Hudlin: 'Django' Has Clear Morals
The film vet says his latest production is controversial but gives an honest vision of right and wrong.
There's every kind of violence in the film, and linguistic violence is the least of it. There's really been no huge pop-culture event about this period until now. So if this leads to people taking another look at the word, then it's good. But I hope that's not the only thing they're talking about.
TR: Speaking of the violence that far surpassed linguistic violence, there were scenes in the film that were almost impossible to watch. Were you concerned with how much audiences could handle?
RH: I always want to tell people, "Don't close your eyes; it's worse because the sound makes it insane." I was, for a short period of time, an African-American-studies major at Harvard, and I felt like a fairly educated person on the subject. I can tell you, whatever you see in the film, there are 10 examples that are 100 times worse.

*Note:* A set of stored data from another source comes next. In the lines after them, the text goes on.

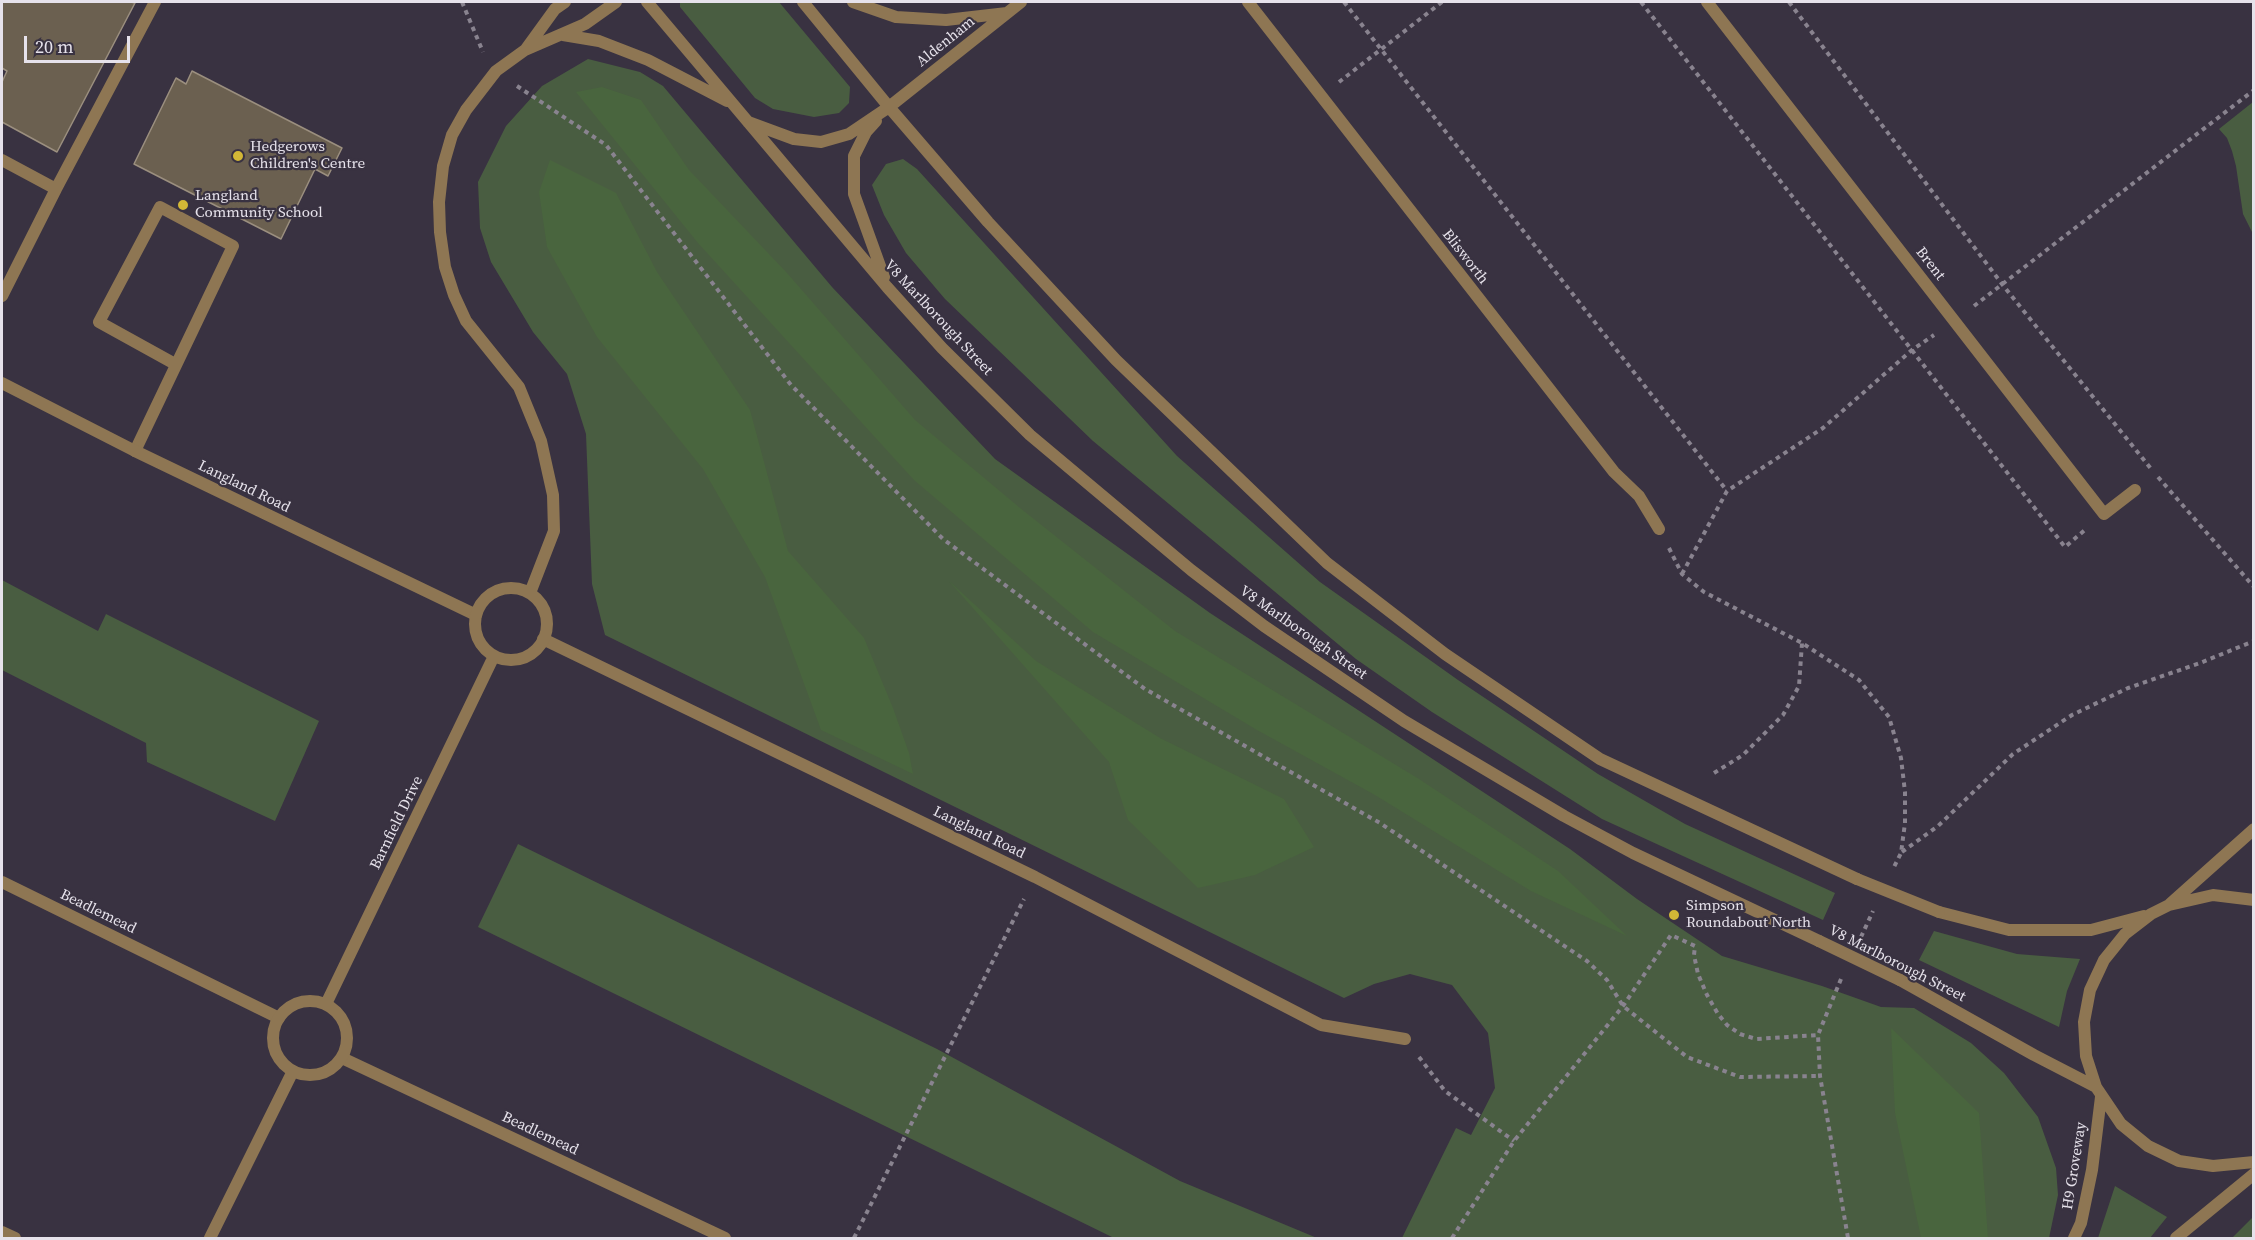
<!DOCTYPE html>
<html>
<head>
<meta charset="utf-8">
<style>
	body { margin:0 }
	#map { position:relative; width:2255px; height:1240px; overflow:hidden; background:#393241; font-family:"Source Serif 4",serif }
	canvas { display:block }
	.frame { position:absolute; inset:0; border:3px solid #e6e2eb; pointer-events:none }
	.scale { position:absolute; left:24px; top:36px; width:106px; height:27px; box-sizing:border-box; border:3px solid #e6e2eb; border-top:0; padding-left:8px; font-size:18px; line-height:21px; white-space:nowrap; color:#e6e2eb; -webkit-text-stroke:4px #393241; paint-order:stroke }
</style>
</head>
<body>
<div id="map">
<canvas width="2255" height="1240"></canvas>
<div class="frame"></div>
<div class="scale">20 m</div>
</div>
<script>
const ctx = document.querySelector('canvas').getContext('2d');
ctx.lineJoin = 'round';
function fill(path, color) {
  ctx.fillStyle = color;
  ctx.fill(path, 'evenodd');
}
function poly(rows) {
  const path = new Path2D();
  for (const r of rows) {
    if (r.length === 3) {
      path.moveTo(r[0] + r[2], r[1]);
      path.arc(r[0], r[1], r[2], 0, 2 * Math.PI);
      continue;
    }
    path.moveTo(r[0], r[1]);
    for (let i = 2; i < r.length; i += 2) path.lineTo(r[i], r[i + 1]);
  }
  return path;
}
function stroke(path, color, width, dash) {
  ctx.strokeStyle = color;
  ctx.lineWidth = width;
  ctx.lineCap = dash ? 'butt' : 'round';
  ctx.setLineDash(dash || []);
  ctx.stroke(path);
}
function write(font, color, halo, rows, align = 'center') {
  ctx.font = font + ' "Source Serif 4",serif';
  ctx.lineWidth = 4.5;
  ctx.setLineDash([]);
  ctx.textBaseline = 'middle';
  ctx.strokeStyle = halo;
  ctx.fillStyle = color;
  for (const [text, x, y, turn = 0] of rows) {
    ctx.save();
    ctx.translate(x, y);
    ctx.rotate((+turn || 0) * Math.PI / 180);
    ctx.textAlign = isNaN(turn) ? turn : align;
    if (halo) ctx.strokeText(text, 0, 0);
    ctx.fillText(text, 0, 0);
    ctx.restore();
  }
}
fill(poly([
	[680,2,779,2,850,87,849,103,839,113,814,117,773,109,755,98,680,7],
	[588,59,640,72,663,86,832,287,995,459,1210,613,1570,849,1637,899,1722,956,1822,986,1881,1007,1914,1008,1971,1043,2004,1073,2038,1117,2056,1168,2058,1195,2049,1238,1402,1238,1456,1128,1471,1135,1495,1088,1488,1033,1452,985,1410,974,1374,984,1344,998,605,635,592,584,586,434,567,374,533,332,491,262,480,228,478,182,506,126,542,86],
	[2253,102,2253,234,2243,214,2236,166,2232,151,2227,138,2219,129],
	[903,159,917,169,1177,456,1320,582,1458,680,1598,774,1685,824,1835,893,1823,920,1602,819,1432,712,1356,659,1093,441,945,299,906,253,884,215,872,185,886,164],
	[2,580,98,631,106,614,319,721,275,821,147,762,146,743,2,670],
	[518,844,937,1049,1180,1181,1317,1238,1114,1238,478,927],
	[1934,931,2017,954,2080,959,2067,991,2059,1027,1919,960],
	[2115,1186,2167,1217,2150,1238,2098,1238],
	[2253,1217,2253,1238,2232,1238]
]), '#495d41');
fill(poly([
	[602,87,641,100,689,170,787,273,915,420,1020,508,1175,631,1419,779,1558,871,1627,936,1531,891,1375,795,1257,730,1093,632,914,480,698,243,576,92],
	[550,160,616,193,657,272,750,410,788,551,864,638,893,708,909,753,913,774,821,730,765,577,703,469,597,337,547,247,539,192],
	[949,581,1036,661,1160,738,1284,799,1314,847,1255,875,1198,888,1128,820,1109,762],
	[1891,1028,1979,1113,1988,1238,1921,1238,1895,1113]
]), '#49653e');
const building = poly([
	[2,2,131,2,135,3,57,152,2,122,2,82,7,71,2,68,2,2],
	[192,71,342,148,328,176,315,169,281,239,134,164,176,78,186,84,192,71]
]);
fill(building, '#6b6050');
stroke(building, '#9b8f7f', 1.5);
stroke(poly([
	[462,2,483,52],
	[1344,2,1727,491],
	[1641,2,2065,547,2086,529],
	[1789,2,2002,284,2152,470],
	[1339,82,1442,2],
	[517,86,606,145,791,385,943,539,1145,689,1380,823,1587,961,1607,980,1623,1006,1687,1057,1740,1077,1820,1076],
	[1974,306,2254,90],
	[2158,477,2254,587],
	[1669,548,1682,574,1704,592,1802,643,1859,680,1889,717,1901,758,1905,792,1905,823,1901,853,1893,869],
	[1682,574,1727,491,1823,428,1912,350,1934,335],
	[1714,773,1743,755,1783,715,1799,686,1802,643],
	[1902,852,1938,826,2013,754,2072,715,2128,688,2200,663,2254,641],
	[1861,937,1873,911],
	[1841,979,1818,1035,1820,1076,1848,1238],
	[1419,1057,1445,1091,1514,1141],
	[854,1238,1024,899],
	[1452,1238,1514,1141,1623,1006,1671,935,1695,946,1694,955,1698,974,1707,995,1718,1014,1727,1025,1740,1034,1756,1039,1818,1035]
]), '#89838f', 4, [4.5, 4.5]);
stroke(poly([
	[2,160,56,189,2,296],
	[56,189,155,2],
	[135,451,233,246,160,207,99,322,175,364]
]), '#8e7653', 12);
stroke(poly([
	[1248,2,1614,472,1639,496,1659,529],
	[1707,2,2104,514,2135,490],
	[2,383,135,451,476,615],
	[543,639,1035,877,1321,1025,1405,1039],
	[2,882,279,1018],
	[342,1058,725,1238],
	[2,1232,15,1238]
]), '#8e7653', 12);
stroke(poly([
	[647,2,887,287,942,348,1030,435,1191,570,1264,626,1404,721,1564,816,1633,853,1819,941],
	[803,2,889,107,988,222,1116,360,1327,563,1445,654,1600,759,1857,879],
	[853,2,896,17,946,20,1007,13],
	[563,35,599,41,648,60,727,101],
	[526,49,555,9,565,2],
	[876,121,866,132,854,156,854,194,884,277],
	[748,122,794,139,821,142,849,134,889,107,1021,2],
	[511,624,36],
	[530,593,554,531,553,495,541,441,519,387,466,321,454,295,445,267,440,232,439,202,443,166,452,135,466,110,496,71,525,50,585,24,616,2],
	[2254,900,2213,895,2169,905,2151,914,2125,934,2104,960,2090,990,2084,1022,2086,1056,2096,1087,2121,1124,2148,1146,2179,1161,2213,1166,2254,1162],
	[2170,904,2254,829],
	[1939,912,2009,930,2091,930,2144,916],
	[1900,980,2034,1055,2096,1087],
	[310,1038,37],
	[326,1004,494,656],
	[210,1238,293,1071],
	[2074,1238,2081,1223,2092,1170,2101,1097],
	[2176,1238,2254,1174]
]), '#8e7653', 12);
stroke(poly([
	[1857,879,1939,912],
	[1819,941,1900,980]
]), '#8e7653', 12);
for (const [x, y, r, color] of [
	[238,156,6,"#d2b736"],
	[183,205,6,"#d2b736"],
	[1674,915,6,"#d2b736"]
]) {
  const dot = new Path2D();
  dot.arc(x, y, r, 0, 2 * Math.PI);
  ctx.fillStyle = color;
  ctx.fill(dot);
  stroke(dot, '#393241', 2);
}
write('15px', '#e6e2eb', '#393241', [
	["Aldenham",946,42,-39],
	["Blisworth",1465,257,52],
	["Brent",1930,264,52],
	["V8 Marlborough Street",938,318,47],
	["Langland Road",244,487,26],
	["V8 Marlborough Street",1303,633,35],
	["Barnfield Drive",397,823,-64],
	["Langland Road",979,833,26],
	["Beadlemead",98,912,26],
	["V8 Marlborough Street",1897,964,27],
	["Beadlemead",540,1134,25],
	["H9 Groveway",2075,1166,-81]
]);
write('15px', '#e6e2eb', '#393241', [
	["Hedgerows",250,147],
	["Children's Centre",250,164],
	["Langland",195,196],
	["Community School",195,213],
	["Simpson",1686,906],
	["Roundabout North",1686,923]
], 'left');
</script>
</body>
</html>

The balancing act of the filmmaker is to make sure the audience understands slavery is an awful, evil institution, but balance that with how much the audience can take. We told a great story, and part of that was Quentin's idea of making it a Western where there are clear moral boundaries. You know there's going to be restitution, and there's going to be payback. So audiences can engage and cheer in a way that other films on the topic did not allow them to.
TR: Django Unchained has already been nominated for four NAACP awards, including best picture, which was won last by The Help. Are you prepared for some of the same criticisms about black films only winning awards if they depict black actors and actresses as "the help"?
RH: As a people, right now we don't agree on anything. There's no consensus. Whether it's by class, by gender, by region or educational background, black folks are in conflict. We don't agree that Cosby is a good thing, that Tyler Perry's a good thing or that Jay-Z's a good thing. Are there going to be some people who are like, "Nah, I don't like that"? Sure.
We can't feel that way. Part of slavery's history is that we always fought back, and we always stood up. The film is about celebrating the people who did. And hopefully that will make us as a people come to terms with that difficult part of our heritage.
TR: Do you think only certain people should be allowed to tell certain stories?
RH: The person who gets to tell it is the person who gets to tell it. There are no rules. I certainly don't want to be restricted to only telling stories about black people. I don't think race necessarily is an inherent advantage. It's one of many factors that determine whether you're the right person for the job. Almost no one could get a movie like this made -- black, white or otherwise. Out of the five people who could have gotten this done, Quentin's the only guy who wanted to do it.
TR: Is this a "message film" at all? Is there something you want people to take away from it?
RH: The movie is profound on a lot of levels. It hits on so many issues. There's many a Ph.D. thesis on deconstructing the semiotics of Django, from class conflicts in the black community, our relationships with sports, white liberalism and black nationalism -- the range of topics the film touched upon is extraordinary. People don't always see all those things because it's put in an entertainment context. How can it be profound if I'm entertained? I don't buy in to that worldview.